- Apple this week announced dozens of updates to the software that runs its mobile devices including the iPhone, iPad and Apple Watch. The tech giant's iOS 14, due for release in the fall, will add a feature called App Clips that lets iPhone users call up a miniature version of an app when it's needed quickly for a specific task, such as buying a coffee, paying a parking meter or renting a scooter, among the examples cited by Apple.
- Apple also will let iPhone users choose email and web browsing apps from third-party developers instead of the software that comes preinstalled. That means that iPhone users will be able to shift their default settings to use apps from rivals like Google, TechCrunch reported. A new feature called App Library will group apps by category to help people find them more quickly, eliminating the need to create separate folders.
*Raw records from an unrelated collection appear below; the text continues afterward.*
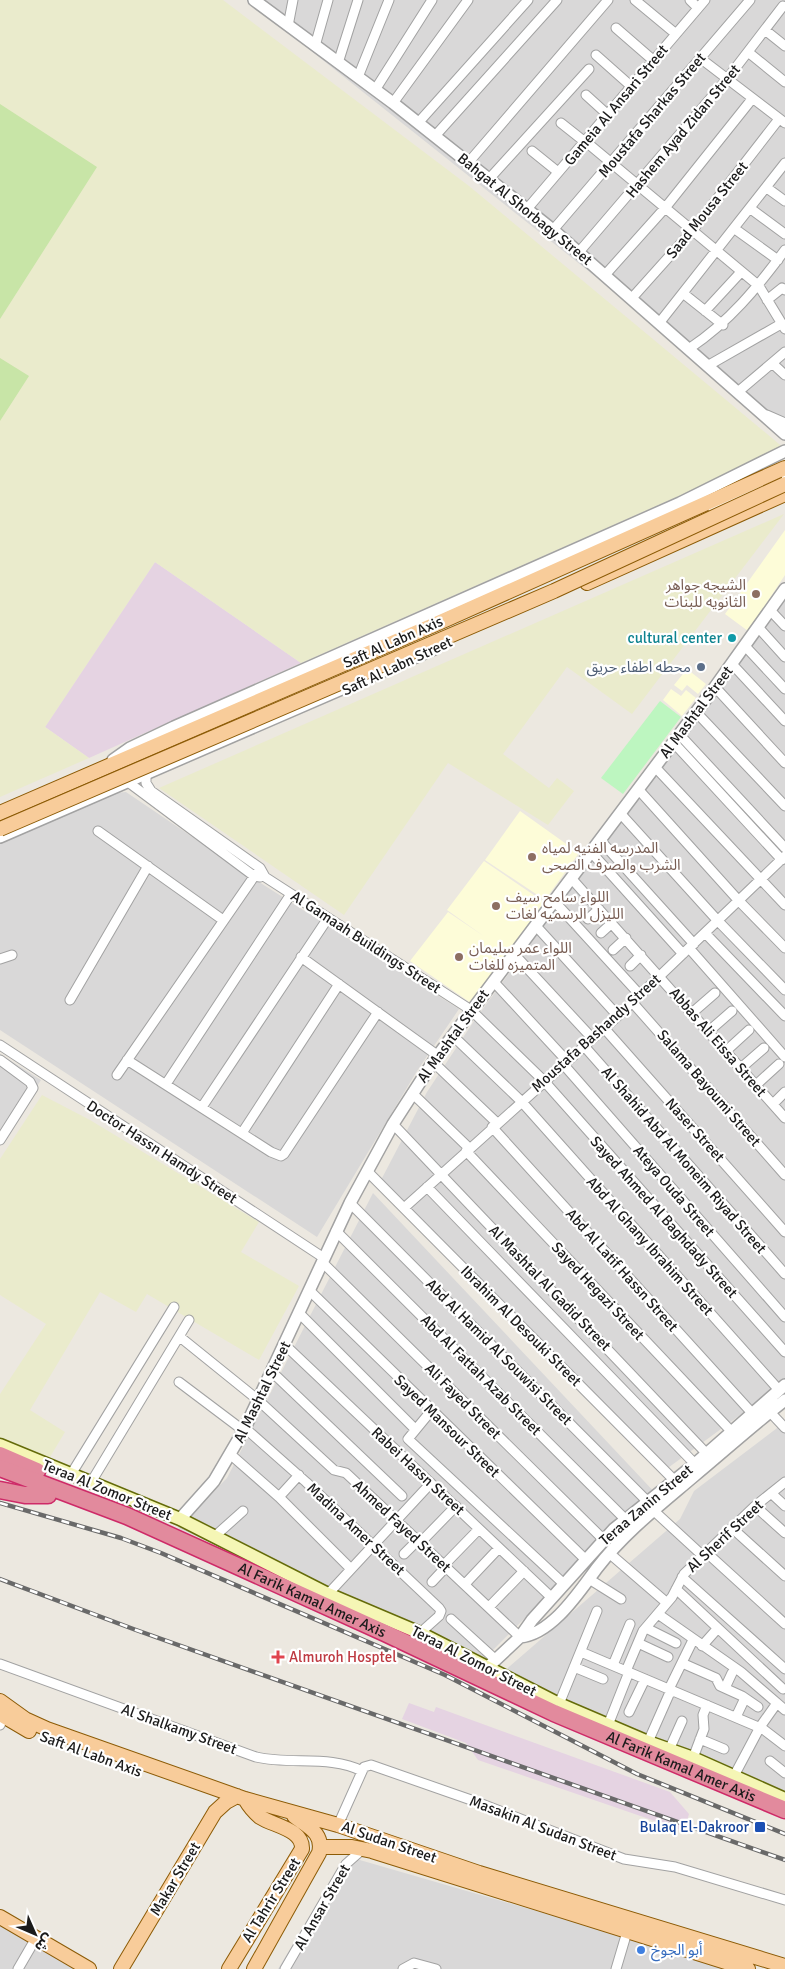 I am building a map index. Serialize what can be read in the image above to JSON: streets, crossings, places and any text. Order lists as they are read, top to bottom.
{
  "streets": {
    "highway": ["Al Farik Kamal Amer Axis"],
    "main road": [
      "Saft Al Labn Axis",
      "Teraa Al Zomor Street",
      "Al Sudan Street",
      "Makar Street",
      "Al Tahrir Street"
    ],
    "street": [
      "Gameia Al Ansari Street",
      "Moustafa Sharkas Street",
      "Hashem Ayad Zidan Street",
      "Bahgat Al Shorbagy Street",
      "Saad Mousa Street",
      "Saft Al Labn Street",
      "Al Mashtal Street",
      "Al Gamaah Buildings Street",
      "Moustafa Bashandy Street",
      "Abbas Ali Eissa Street",
      "Salama Bayoumi Street",
      "Naser Street",
      "Doctor Hassn Hamdy Street",
      "Al Shahid Abd Al Moneim Riyad Street",
      "Ateya Ouda Street",
      "Sayed Ahmed Al Baghdady Street",
      "Abd Al Ghany Ibrahim Street",
      "Abd Al Latif Hassn Street",
      "Al Mashtal Al Gadid Street",
      "Sayed Hegazi Street",
      "Ibrahim Al Desouki Street",
      "Abd Al Hamid Al Souwisi Street",
      "Abd Al Fattah Azab Street",
      "Ali Fayed Street",
      "Sayed Mansour Street",
      "Rabei Hassn Street",
      "Teraa Zanin Street",
      "Ahmed Fayed Street",
      "Madina Amer Street",
      "Al Sherif Street",
      "Al Shalkamy Street",
      "Masakin Al Sudan Street",
      "Al Ansar Street"
    ]
  },
  "crossings": [
    ["Gameia Al Ansari Street", "Bahgat Al Shorbagy Street"],
    ["Moustafa Sharkas Street", "Bahgat Al Shorbagy Street"],
    ["Hashem Ayad Zidan Street", "Bahgat Al Shorbagy Street"],
    ["Bahgat Al Shorbagy Street", "Saad Mousa Street"],
    ["Saft Al Labn Axis", "Al Sudan Street"],
    ["Saft Al Labn Street", "Al Gamaah Buildings Street"],
    ["Al Mashtal Street", "Al Gamaah Buildings Street"],
    ["Al Mashtal Street", "Abbas Ali Eissa Street"],
    ["Al Mashtal Street", "Doctor Hassn Hamdy Street"],
    ["Al Mashtal Street", "Ateya Ouda Street"],
    ["Al Mashtal Street", "Abd Al Ghany Ibrahim Street"],
    ["Al Mashtal Street", "Abd Al Latif Hassn Street"],
    ["Al Mashtal Street", "Al Mashtal Al Gadid Street"],
    ["Al Mashtal Street", "Sayed Hegazi Street"],
    ["Al Mashtal Street", "Ibrahim Al Desouki Street"],
    ["Al Mashtal Street", "Abd Al Hamid Al Souwisi Street"],
    ["Al Mashtal Street", "Abd Al Fattah Azab Street"],
    ["Al Mashtal Street", "Ali Fayed Street"],
    ["Al Mashtal Street", "Sayed Mansour Street"],
    ["Al Mashtal Street", "Rabei Hassn Street"],
    ["Al Mashtal Street", "Teraa Al Zomor Street"],
    ["Al Mashtal Street", "Ahmed Fayed Street"],
    ["Al Mashtal Street", "Madina Amer Street"],
    ["Al Gamaah Buildings Street", "Moustafa Bashandy Street"],
    ["Al Gamaah Buildings Street", "Sayed Ahmed Al Baghdady Street"],
    ["Moustafa Bashandy Street", "Abbas Ali Eissa Street"],
    ["Moustafa Bashandy Street", "Salama Bayoumi Street"],
    ["Moustafa Bashandy Street", "Naser Street"],
    ["Moustafa Bashandy Street", "Al Shahid Abd Al Moneim Riyad Street"],
    ["Moustafa Bashandy Street", "Ateya Ouda Street"],
    ["Moustafa Bashandy Street", "Sayed Ahmed Al Baghdady Street"],
    ["Moustafa Bashandy Street", "Abd Al Ghany Ibrahim Street"],
    ["Moustafa Bashandy Street", "Abd Al Latif Hassn Street"],
    ["Moustafa Bashandy Street", "Al Mashtal Al Gadid Street"],
    ["Moustafa Bashandy Street", "Sayed Hegazi Street"],
    ["Moustafa Bashandy Street", "Ibrahim Al Desouki Street"],
    ["Doctor Hassn Hamdy Street", "Ali Fayed Street"],
    ["Abd Al Ghany Ibrahim Street", "Teraa Zanin Street"],
    ["Abd Al Latif Hassn Street", "Teraa Zanin Street"],
    ["Al Mashtal Al Gadid Street", "Teraa Zanin Street"],
    ["Sayed Hegazi Street", "Teraa Zanin Street"],
    ["Ibrahim Al Desouki Street", "Teraa Zanin Street"],
    ["Abd Al Hamid Al Souwisi Street", "Teraa Zanin Street"],
    ["Abd Al Hamid Al Souwisi Street", "Al Sherif Street"],
    ["Abd Al Fattah Azab Street", "Teraa Zanin Street"],
    ["Ali Fayed Street", "Teraa Zanin Street"],
    ["Sayed Mansour Street", "Teraa Zanin Street"],
    ["Rabei Hassn Street", "Teraa Zanin Street"],
    ["Teraa Al Zomor Street", "Teraa Zanin Street"],
    ["Teraa Al Zomor Street", "Madina Amer Street"],
    ["Teraa Al Zomor Street", "Al Sherif Street"],
    ["Teraa Zanin Street", "Ahmed Fayed Street"],
    ["Al Shalkamy Street", "Masakin Al Sudan Street"],
    ["Al Sudan Street", "Makar Street"],
    ["Al Sudan Street", "Al Tahrir Street"],
    ["Al Sudan Street", "Al Ansar Street"],
    ["Makar Street", "Al Tahrir Street"]
  ],
  "places": {
    "other": [
      "الشيجه جواهر الثانويه للبنات",
      "cultural center",
      "محطه اطفاء حريق",
      "المدرسه الفنيه لمياه الشرب والصرف الصحى",
      "اللواء سامح سيف الليزل الرسميه لغات",
      "اللواء عمر سليمان المتميزه للغات",
      "أبو الجوخ"
    ],
    "health": ["Almuroh Hosptel"],
    "transit": ["Bulaq El-Dakroor"]
  },
  "north": "bottom right"
}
- Apple updated the software development kit (SDK) for augmented reality (AR) experiences. ARKit4 will let AR experiences remain fixed at geographic points in select cities using location data from Apple Maps. New face-tracking features will let apps track as many as three faces using the front-facing camera, per an announcement.
Apple previewed dozens of new software features, including several that will affect the way mobile marketers connect with customers. The App Clips feature will let all kinds of businesses create miniature versions of their apps for quick access by users. Retailers, restaurants and other service providers can create customized App Clip codes for people to scan with their iPhones, helping to speed up transactions and make them more convenient. App Clip codes can be shared in Apple's Messages chat app or downloaded on its Safari web browser. IPhone users also can activate App Clips with a near-field communications (NFC) tag or scannable QR code, giving marketers flexibility with the technology.
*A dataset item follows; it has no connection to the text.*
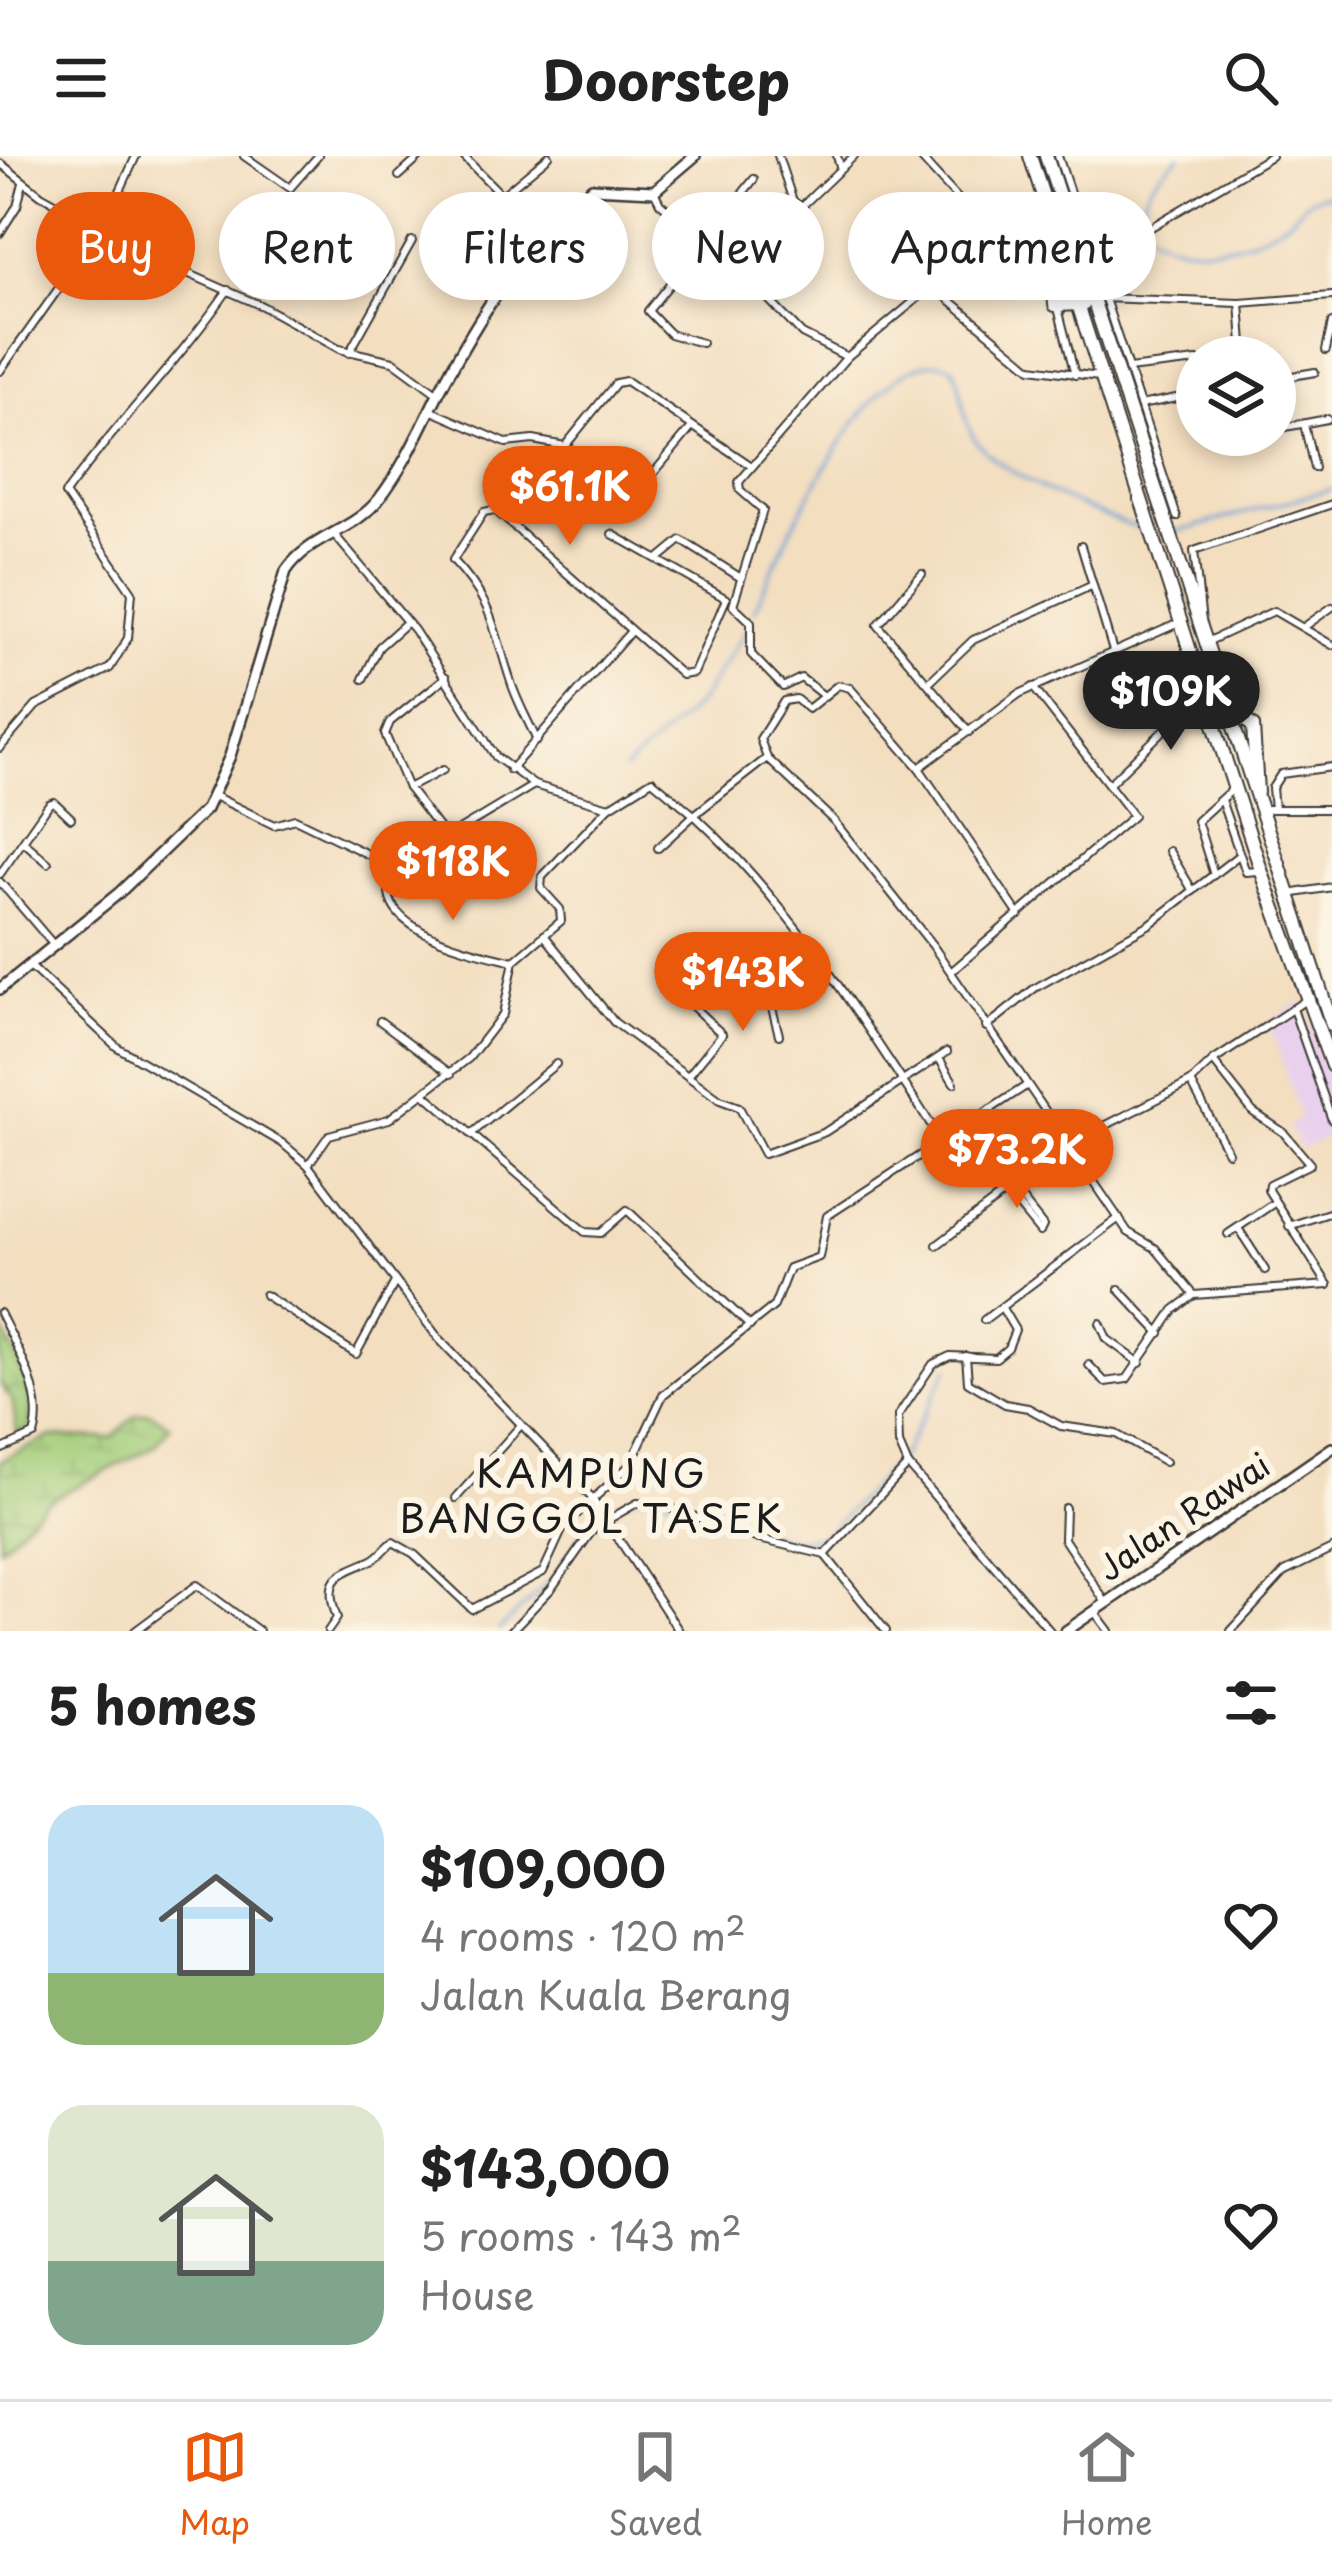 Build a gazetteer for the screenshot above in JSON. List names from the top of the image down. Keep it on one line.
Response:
{"streets":{"street":["Jalan Rawai"]},"districts":["KAMPUNG BANGGOL TASEK"],"page":{"header":"Doorstep","chip":["Buy","Rent","Filters","New","Apartment"],"price":["$61.1K","$109K","$118K","$143K","$73.2K"],"heading":"5 homes","list":[{"name":"$109,000","note":"4 rooms · 120 m² · Jalan Kuala Berang"},{"name":"$143,000","note":"5 rooms · 143 m² · House"}],"tabs":["Map","Saved","Home"]}}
Most of Apple's software updates are aimed at improving the user experience (UX), such as the ability to set third-party email and browser apps as defaults. That may open the door for more developers to create those kinds of apps. Apple this week approved a subscription email app called Hey that had been rejected from the App Store, leading to a public spat with software developer Basecamp. As Apple faces growing antitrust scrutiny, the company may be required to make its App Store policies more flexible for third-party developers.
The upgrades to ARKit promise to give marketers more flexibility to create AR experiences that are anchored to specific geographic locations like a store, restaurant or tourist site. Geotargeted AR opens the eventual possibility for businesses to create digital billboards that are visible when people hold their iPhones up to a storefront, as one example. Apple CEO Tim Cook has touted AR technology for several years, predicting in 2016 that people will "have AR experiences every day, almost like eating three meals a day. It will become that much a part of you."
Retailers like Ikea, Lowe's and Wayfair have released AR-based mobile apps to enhance in-store and mobile shopping experiences.